1.NOTHING can be more intricate, complex, and hard to be understood, than religion as it has been often described. And this is not only true concerning the religion of the Heathens, even many of the wisest of them, but concerning the religion of those also, who were, in some sense, Christians: yea, and men of great name in the Christian world, men who seemed to be pillars thereof. Yet how easy to be understood, how plain and simple a thing is the genuine religion of Jesus Christ! Provided only, that we take it in its native form, just as it is described in the oracles of God. It is exactly suited by the wise Creator and Governor of the world, to the weak understanding, and narrow capacity, of man in his present state. How observable is this, both with regard to the end it proposes, and the means to attain that end! The end is, in one word salvation: the means to attain it faith.

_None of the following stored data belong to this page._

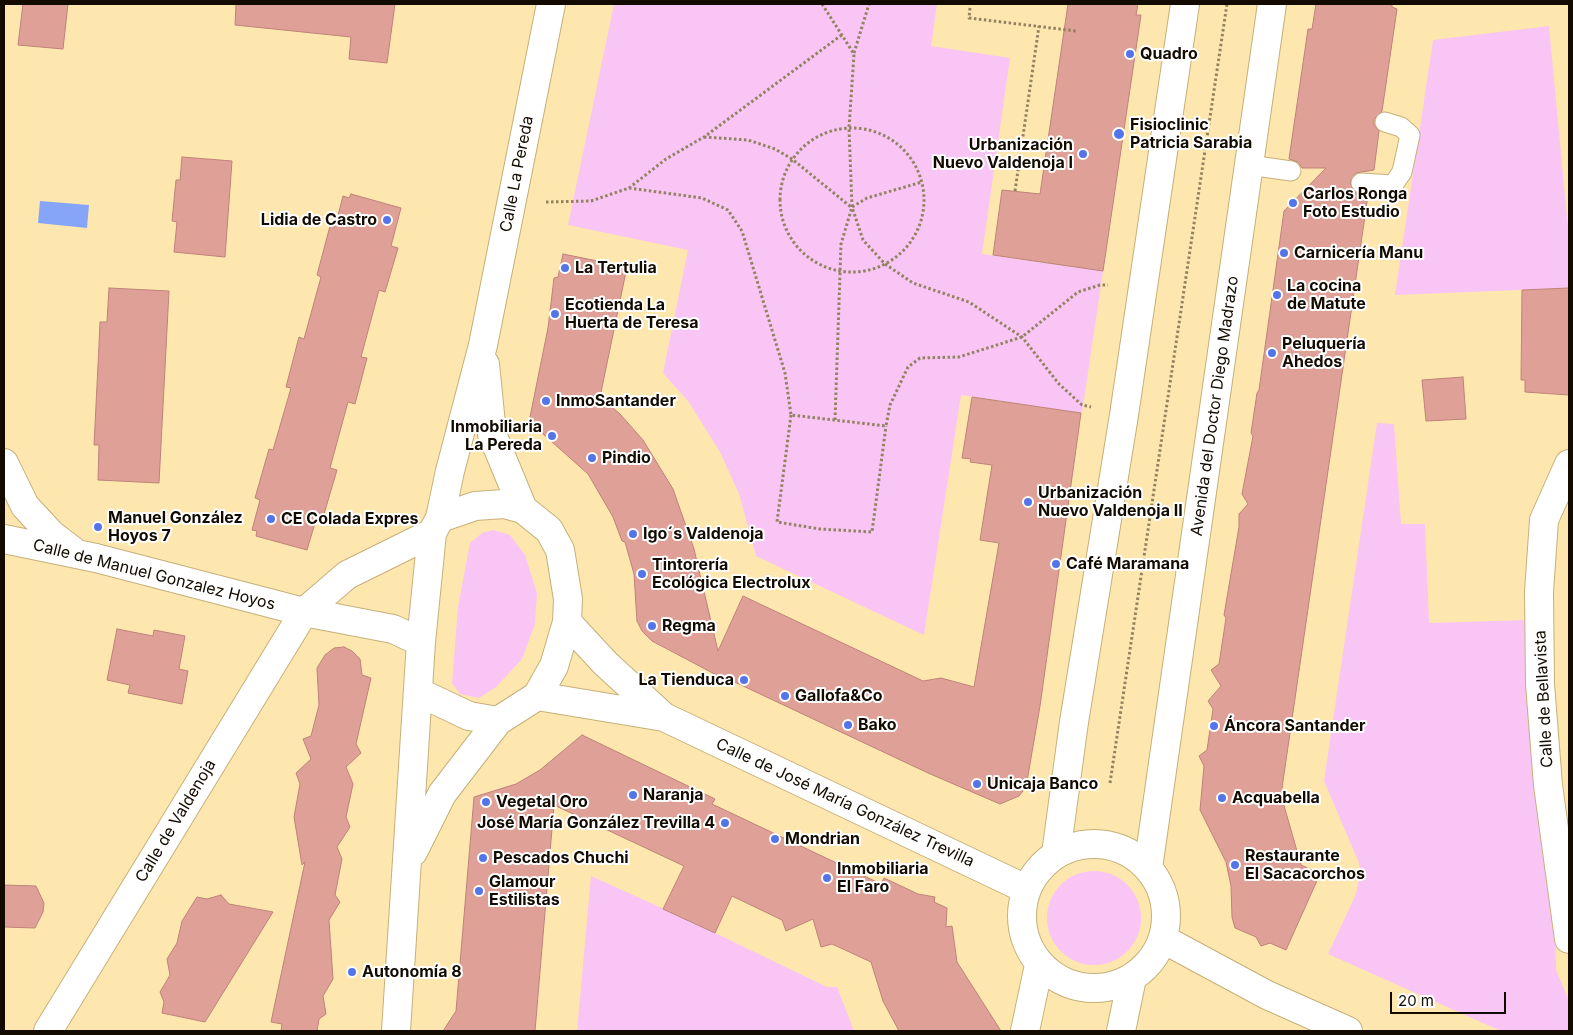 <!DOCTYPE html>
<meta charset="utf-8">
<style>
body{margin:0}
#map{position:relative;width:1573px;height:1035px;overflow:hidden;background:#fee7af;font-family:Inter,sans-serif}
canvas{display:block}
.frame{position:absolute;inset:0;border:5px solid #130b00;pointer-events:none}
.scale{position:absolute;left:1390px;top:992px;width:116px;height:22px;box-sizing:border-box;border:2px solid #130b00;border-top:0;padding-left:6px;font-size:15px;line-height:18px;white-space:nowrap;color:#130b00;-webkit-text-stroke:4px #fff;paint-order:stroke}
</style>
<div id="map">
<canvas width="1573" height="1035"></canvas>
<div class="frame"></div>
<div class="scale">20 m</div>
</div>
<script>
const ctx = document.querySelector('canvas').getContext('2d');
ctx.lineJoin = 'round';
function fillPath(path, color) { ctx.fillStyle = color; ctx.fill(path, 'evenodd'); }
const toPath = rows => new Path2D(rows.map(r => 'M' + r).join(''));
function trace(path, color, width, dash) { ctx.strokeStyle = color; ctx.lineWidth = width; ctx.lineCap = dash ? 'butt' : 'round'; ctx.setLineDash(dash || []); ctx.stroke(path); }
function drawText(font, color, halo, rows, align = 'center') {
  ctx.font = font + ' Inter,sans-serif'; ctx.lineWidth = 4; ctx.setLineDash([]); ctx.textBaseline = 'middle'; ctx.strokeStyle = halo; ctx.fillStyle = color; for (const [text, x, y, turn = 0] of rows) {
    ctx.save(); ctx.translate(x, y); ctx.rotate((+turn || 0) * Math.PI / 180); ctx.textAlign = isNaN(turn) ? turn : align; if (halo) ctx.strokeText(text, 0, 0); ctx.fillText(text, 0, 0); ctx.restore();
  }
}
fillPath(toPath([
 [614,4,937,4,931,46,1010,58,982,254,1103,271,1082,413,961,395,924,635,756,556,739,494,720,452,688,401,663,373,688,250,568,225],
 [1549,26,1569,239,1569,288,1395,295,1433,40],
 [1377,423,1394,424,1401,524,1425,524,1429,623,1528,620,1555,928,1556,970,1569,1001,1569,1031,1501,1031,1328,954,1356,894,1360,874,1359,863,1324,781],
 [493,530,510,535,525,555,537,593,535,624,522,659,496,687,479,698,460,694,452,683,458,607,470,543,482,533],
 '1047 918a47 47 0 1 1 94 0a47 47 0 1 1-94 0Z',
 [591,876,686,919,827,987,837,987,854,1031,577,1031]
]), '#f8c5f5');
fillPath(toPath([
 [40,201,89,205,87,228,38,223]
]), '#87a5f8');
const building = toPath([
 [23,4,68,4,63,49,18,45,23,4],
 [236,4,395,4,387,63,349,59,351,37,235,25,236,4],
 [1068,4,1138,4,1136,15,1141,15,1103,271,993,255,1002,190,1040,194,1068,4],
 [1316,4,1392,4,1392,7,1397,9,1382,111,1374,119,1374,125,1379,131,1374,170,1356,173,1350,182,1354,192,1368,195,1281,795,1301,865,1320,874,1286,950,1270,943,1261,946,1256,937,1235,928,1232,917,1231,886,1226,862,1200,810,1204,766,1199,756,1207,750,1213,709,1208,701,1221,686,1211,670,1219,664,1226,618,1224,615,1239,527,1239,514,1248,504,1242,494,1253,436,1251,433,1257,393,1259,390,1284,211,1326,168,1302,168,1298,162,1289,159,1308,29,1312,29,1316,4],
 [182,157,232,161,225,257,174,252,177,222,172,221,176,180,180,180,182,157],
 [351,194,401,208,391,246,398,248,385,292,379,290,361,357,367,358,355,404,348,402,330,468,337,470,324,514,318,513,307,550,256,536,257,531,252,530,260,500,255,498,269,449,273,450,291,388,286,387,299,337,304,339,321,277,317,275,330,226,335,227,343,196,349,198,351,194],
 [563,254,627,267,600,397,620,414,643,440,673,489,694,549,718,651,743,596,923,681,941,678,974,687,999,543,980,540,992,465,970,462,971,459,962,458,972,397,1081,413,1040,706,1026,787,1019,796,1000,804,928,773,724,677,724,679,652,641,642,631,637,621,634,574,625,542,622,541,613,517,588,474,542,433,530,417,548,328,554,278,558,277,563,254],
 [109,288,169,291,159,483,98,480,99,445,94,445,99,345,100,322,107,322,109,288],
 [1569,288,1569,395,1525,392,1525,380,1521,380,1522,290,1569,288],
 [1463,377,1466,419,1426,421,1422,380,1463,377],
 [117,629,153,636,154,630,185,636,179,669,188,671,182,704,128,693,130,685,107,680,117,629],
 [344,647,352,651,360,659,362,675,371,678,356,744,361,753,346,767,353,784,346,817,350,827,337,847,342,859,335,895,340,902,329,920,333,979,323,996,326,1014,319,1019,317,1031,281,1031,282,1024,271,1022,305,862,302,865,294,817,300,784,296,773,311,759,303,739,311,736,319,705,317,668,325,655,334,648,344,647],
 [582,735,715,799,712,804,881,884,884,878,918,894,935,897,934,902,947,908,946,927,952,926,957,962,1001,1031,899,1031,883,1001,871,962,832,944,821,947,813,919,786,931,782,920,732,896,715,933,663,909,684,866,554,805,535,1031,443,1031,456,1011,474,797,516,784,540,770,582,735],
 [4,885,36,886,44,903,43,912,35,928,4,927,4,885],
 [221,895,229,904,273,912,205,1022,162,1013,164,1002,160,992,170,975,167,959,177,943,182,921,197,897,207,899,221,895]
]);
fillPath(building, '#dfa097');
trace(building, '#be8279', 1);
const service = toPath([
 [1249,165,1291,171],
 [1361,183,1393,185,1402,172,1410,135,1401,127,1385,122]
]);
const minor = toPath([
 [485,364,492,434,523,509],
 [4,463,25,506,52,535,73,551],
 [1569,464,1544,520,1539,592,1540,684,1548,785,1569,939],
 [4,539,96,558,304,612,393,629,421,642],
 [567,622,606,664,664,717],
 [418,692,469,716,498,721,537,696,554,666,567,622,568,599,560,550,549,530,523,509,504,504,475,506,440,518],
 [537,696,664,717,1026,889],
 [413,852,442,794,498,721],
 [1163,939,1267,995,1348,1031],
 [48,1031,304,612,347,575,432,533],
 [396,1031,421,642,432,533,440,518,450,471,483,345,551,4]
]);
const secondary = toPath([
 '1022 916a72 72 0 1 1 144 0a72 72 0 1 1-144 0Z',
 [1056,854,1074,722,1124,415,1185,4],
 [1148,868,1272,4],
 [1025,1031,1039,965],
 [1121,1031,1132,978]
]);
trace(service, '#c6b079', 21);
trace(minor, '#c6b079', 30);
trace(secondary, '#c6b079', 30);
trace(toPath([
 [822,4,854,54,849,128,852,207,863,240,885,264,913,283,969,302,1022,337,1059,384,1082,405,1091,407],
 [970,8,969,18,1076,31],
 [854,53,869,4],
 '780 200a72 72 0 1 1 144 0a72 72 0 1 1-144 0Z',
 [704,137,748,140,775,149,792,159,851,207],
 [629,188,702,198,728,210,742,231,785,373,791,415,886,426,890,405,908,367,920,358,959,357,1022,337,1078,292,1100,285,1108,285],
 [1015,191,1039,26],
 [546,202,591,201,629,188,666,159,704,137,843,34],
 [791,415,777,522,820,529,872,532,886,426],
 [835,420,841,244,852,207,867,198,922,182],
 [1110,783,1227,4]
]), '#92825f', 3, [2.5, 2.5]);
trace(service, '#fff', 19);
trace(minor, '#fff', 28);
trace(secondary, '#fff', 28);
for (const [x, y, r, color] of [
 [1130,54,5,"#5375e9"],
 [1119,134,6,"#5375e9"],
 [1083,154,5,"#5375e9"],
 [1293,203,5,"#5375e9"],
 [387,220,5,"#5375e9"],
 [1284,253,5,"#5375e9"],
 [565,268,5,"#5375e9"],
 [1277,295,5,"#5375e9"],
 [555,314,5,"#5375e9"],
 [1272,353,5,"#5375e9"],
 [546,401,5,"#5375e9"],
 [552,436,5,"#5375e9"],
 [592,458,5,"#5375e9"],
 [1028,502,5,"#5375e9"],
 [271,519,5,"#5375e9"],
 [98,527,5,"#5375e9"],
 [633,534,5,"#5375e9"],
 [1056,564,5,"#5375e9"],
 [642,574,5,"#5375e9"],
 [652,626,5,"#5375e9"],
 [744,680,5,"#5375e9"],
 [785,696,5,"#5375e9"],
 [848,725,5,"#5375e9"],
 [1214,726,5,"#5375e9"],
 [977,784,5,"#5375e9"],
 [633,795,5,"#5375e9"],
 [1222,798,5,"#5375e9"],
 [486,802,5,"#5375e9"],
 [725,823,5,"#5375e9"],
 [775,839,5,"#5375e9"],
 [483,858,5,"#5375e9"],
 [1235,865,5,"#5375e9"],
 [827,878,5,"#5375e9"],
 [479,891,5,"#5375e9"],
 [352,972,5,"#5375e9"]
]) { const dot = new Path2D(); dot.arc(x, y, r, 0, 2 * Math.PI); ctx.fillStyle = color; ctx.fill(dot); trace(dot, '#fff', 2); }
drawText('bold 16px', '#130b00', '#fff', [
 ["Quadro",1140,54],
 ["Fisioclinic",1130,125],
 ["Patricia Sarabia",1130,143],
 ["Urbanización",1073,145,"right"],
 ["Nuevo Valdenoja I",1073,163,"right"],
 ["Carlos Ronga",1303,194],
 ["Foto Estudio",1303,212],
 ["Lidia de Castro",377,220,"right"],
 ["Carnicería Manu",1294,253],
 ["La Tertulia",575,268],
 ["La cocina",1287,286],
 ["de Matute",1287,304],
 ["Ecotienda La",565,305],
 ["Huerta de Teresa",565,323],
 ["Peluquería",1282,344],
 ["Ahedos",1282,362],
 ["InmoSantander",556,401],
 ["Inmobiliaria",542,427,"right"],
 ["La Pereda",542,445,"right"],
 ["Pindio",602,458],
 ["Urbanización",1038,493],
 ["Nuevo Valdenoja II",1038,511],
 ["Manuel González",108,518],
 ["Hoyos 7",108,536],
 ["CE Colada Expres",281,519],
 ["Igo´s Valdenoja",643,534],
 ["Café Maramana",1066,564],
 ["Tintorería",652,565],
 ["Ecológica Electrolux",652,583],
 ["Regma",662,626],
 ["La Tienduca",734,680,"right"],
 ["Gallofa&Co",795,696],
 ["Bako",858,725],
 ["Áncora Santander",1224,726],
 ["Unicaja Banco",987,784],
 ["Naranja",643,795],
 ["Acquabella",1232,798],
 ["Vegetal Oro",496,802],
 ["José María González Trevilla 4",715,823,"right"],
 ["Mondrian",785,839],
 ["Restaurante",1245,856],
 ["El Sacacorchos",1245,874],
 ["Pescados Chuchi",493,858],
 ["Inmobiliaria",837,869],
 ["El Faro",837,887],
 ["Glamour",489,882],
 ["Estilistas",489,900],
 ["Autonomía 8",362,972]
], 'left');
drawText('16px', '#130b00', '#fff', [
 ["Calle La Pereda",517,174,-79],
 ["Avenida del Doctor Diego Madrazo",1215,406,-82],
 ["Calle de Manuel Gonzalez Hoyos",154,575,14],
 ["Calle de Bellavista",1544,699,-93],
 ["Calle de José María González Trevilla",845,803,25],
 ["Calle de Valdenoja",176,821,-59]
]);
</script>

2. It is easily discerned, that these two little words, I mean faith and salvation, include the substance of all the bible, the marrow, as it were, of the whole scripture. So much the more should we take all possible care, to avoid all mistake concerning them, and to form a true and accurate judgment concerning both the one and the other.

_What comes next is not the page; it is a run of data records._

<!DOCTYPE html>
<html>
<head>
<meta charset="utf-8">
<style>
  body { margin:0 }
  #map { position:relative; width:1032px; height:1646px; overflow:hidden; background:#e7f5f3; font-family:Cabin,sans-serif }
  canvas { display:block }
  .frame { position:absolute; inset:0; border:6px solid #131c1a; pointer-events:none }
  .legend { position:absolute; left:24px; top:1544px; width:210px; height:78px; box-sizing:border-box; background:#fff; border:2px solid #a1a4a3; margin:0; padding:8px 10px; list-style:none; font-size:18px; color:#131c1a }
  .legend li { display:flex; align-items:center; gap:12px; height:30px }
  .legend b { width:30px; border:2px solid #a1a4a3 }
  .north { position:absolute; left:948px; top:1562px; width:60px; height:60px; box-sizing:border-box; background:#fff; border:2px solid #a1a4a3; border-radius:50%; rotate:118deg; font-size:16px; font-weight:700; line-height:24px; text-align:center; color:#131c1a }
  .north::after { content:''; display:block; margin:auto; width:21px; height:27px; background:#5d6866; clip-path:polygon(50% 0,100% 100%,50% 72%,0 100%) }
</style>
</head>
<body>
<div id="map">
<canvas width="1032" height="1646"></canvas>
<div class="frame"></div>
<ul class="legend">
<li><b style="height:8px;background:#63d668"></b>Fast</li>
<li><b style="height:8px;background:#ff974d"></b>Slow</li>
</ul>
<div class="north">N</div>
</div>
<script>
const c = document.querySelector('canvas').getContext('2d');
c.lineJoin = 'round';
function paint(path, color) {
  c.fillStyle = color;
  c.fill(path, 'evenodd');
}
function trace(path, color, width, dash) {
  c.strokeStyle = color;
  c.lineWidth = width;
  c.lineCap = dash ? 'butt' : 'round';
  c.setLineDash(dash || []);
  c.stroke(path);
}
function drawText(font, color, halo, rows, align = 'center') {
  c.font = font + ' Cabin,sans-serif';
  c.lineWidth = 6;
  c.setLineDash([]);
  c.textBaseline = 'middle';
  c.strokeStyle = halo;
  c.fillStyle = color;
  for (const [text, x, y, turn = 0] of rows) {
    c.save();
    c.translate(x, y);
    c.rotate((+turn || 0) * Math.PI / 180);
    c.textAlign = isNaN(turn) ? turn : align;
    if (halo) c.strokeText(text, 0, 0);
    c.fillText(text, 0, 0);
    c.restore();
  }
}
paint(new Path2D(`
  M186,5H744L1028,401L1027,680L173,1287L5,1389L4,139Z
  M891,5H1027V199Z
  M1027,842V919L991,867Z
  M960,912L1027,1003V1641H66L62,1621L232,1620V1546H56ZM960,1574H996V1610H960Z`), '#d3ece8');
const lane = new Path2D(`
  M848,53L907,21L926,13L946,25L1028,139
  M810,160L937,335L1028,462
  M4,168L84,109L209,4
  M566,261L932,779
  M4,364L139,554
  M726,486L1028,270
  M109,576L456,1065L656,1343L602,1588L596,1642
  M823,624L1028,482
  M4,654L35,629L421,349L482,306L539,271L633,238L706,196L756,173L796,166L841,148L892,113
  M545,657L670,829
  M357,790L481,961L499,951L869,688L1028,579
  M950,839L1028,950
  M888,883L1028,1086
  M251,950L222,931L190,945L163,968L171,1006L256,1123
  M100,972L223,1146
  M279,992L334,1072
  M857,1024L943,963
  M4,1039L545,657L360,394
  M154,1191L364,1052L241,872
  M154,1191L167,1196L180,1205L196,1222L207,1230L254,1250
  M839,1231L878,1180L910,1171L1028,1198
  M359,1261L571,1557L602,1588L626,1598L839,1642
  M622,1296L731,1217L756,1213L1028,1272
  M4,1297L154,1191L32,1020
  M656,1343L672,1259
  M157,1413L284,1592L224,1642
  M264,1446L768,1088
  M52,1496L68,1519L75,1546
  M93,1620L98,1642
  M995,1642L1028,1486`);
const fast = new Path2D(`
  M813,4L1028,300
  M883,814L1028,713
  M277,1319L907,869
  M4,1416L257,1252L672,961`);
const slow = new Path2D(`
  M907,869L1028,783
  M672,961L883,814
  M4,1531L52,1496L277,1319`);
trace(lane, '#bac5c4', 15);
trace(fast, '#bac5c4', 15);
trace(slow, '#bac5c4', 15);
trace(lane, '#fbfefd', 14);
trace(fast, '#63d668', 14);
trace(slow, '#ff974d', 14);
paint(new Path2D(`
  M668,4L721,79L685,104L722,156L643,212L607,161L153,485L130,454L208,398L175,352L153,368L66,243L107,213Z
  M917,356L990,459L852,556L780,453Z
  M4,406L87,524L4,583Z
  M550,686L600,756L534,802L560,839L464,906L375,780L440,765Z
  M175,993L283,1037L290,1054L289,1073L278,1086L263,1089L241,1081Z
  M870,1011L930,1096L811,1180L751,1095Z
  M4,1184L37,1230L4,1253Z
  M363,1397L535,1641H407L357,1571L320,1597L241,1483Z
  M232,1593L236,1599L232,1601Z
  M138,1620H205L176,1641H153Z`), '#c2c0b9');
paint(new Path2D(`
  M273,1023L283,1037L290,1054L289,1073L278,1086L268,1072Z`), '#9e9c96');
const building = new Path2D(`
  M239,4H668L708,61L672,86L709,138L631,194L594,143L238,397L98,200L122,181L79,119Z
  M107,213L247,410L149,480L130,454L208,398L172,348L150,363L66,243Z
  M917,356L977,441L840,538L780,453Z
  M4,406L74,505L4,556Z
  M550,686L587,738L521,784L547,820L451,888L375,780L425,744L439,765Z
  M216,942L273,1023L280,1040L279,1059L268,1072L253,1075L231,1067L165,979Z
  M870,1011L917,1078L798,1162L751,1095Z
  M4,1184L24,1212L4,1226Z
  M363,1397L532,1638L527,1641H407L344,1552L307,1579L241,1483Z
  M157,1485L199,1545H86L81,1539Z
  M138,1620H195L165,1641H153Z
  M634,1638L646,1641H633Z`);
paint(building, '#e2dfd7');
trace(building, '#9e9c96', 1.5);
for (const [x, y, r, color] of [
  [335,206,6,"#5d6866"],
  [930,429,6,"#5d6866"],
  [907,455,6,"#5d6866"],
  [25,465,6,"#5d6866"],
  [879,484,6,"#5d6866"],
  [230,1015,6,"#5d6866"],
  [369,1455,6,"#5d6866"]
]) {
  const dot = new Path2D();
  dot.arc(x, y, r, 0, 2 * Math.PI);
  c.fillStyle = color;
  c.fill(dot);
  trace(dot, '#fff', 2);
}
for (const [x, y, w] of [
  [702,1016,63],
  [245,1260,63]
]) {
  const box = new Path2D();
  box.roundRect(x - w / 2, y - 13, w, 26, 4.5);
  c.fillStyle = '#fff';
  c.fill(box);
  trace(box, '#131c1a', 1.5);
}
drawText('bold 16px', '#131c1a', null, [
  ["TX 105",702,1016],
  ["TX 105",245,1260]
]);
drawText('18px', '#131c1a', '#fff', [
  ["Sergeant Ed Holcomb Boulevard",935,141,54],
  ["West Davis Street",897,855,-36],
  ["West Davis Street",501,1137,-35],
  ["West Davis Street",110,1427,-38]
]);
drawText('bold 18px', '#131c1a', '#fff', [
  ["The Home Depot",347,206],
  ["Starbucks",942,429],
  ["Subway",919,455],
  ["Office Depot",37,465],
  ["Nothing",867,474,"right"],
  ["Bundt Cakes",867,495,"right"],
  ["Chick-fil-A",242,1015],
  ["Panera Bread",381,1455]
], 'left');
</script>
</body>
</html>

3. Let us then seriously enquire
I. What is salvation?
II. What is that faith whereby we are saved, and
III. How we are saved by it?
I. 1. And, first, let us enquire, What is salvation? The salvation which is here spoken of, is not what is frequently understood by that word, the going to heaven, eternal happiness. It is not the soul’s going to paradise, termed by our Lord, Abraham’s bosom. It is not a blessing which lies on the other side death, or (as we usually speak) in the other world. The very words of the text itself, put this beyond all question. Ye are saved. It is not something at a distance: it is a present thing; a blessing, which through the free mercy of God, ye are now in possession of. Nay, the words may be rendered, and that with equal propriety, Ye have been saved. So that the salvation which is here spoken of, might be extended to the entire work of God, from the first dawning of grace in the soul, ’till it is consummated in glory.
2. If we take this in its utmost extent, it will include all that is wrought in the soul, by what is frequently termed, natural conscience, but more properly, preventing grace: all the drawings of the Father: the desires after God, which, if we yield to them, increase more and more: all that light, wherewith the Son of God inlighteneth every one that cometh into the world, shewing every man, to do justly, to love mercy, and to walk humbly with his God: all the convictions which his Spirit, from time to time, works in every child of man. Although, it is true, the generality of men stifle them as soon as possible; and after awhile forget, or at least deny, that ever they had them at all.
3. But we are at present concerned only with that salvation, which the apostle is directly speaking of. And this consists of two general parts, justification and sanctification.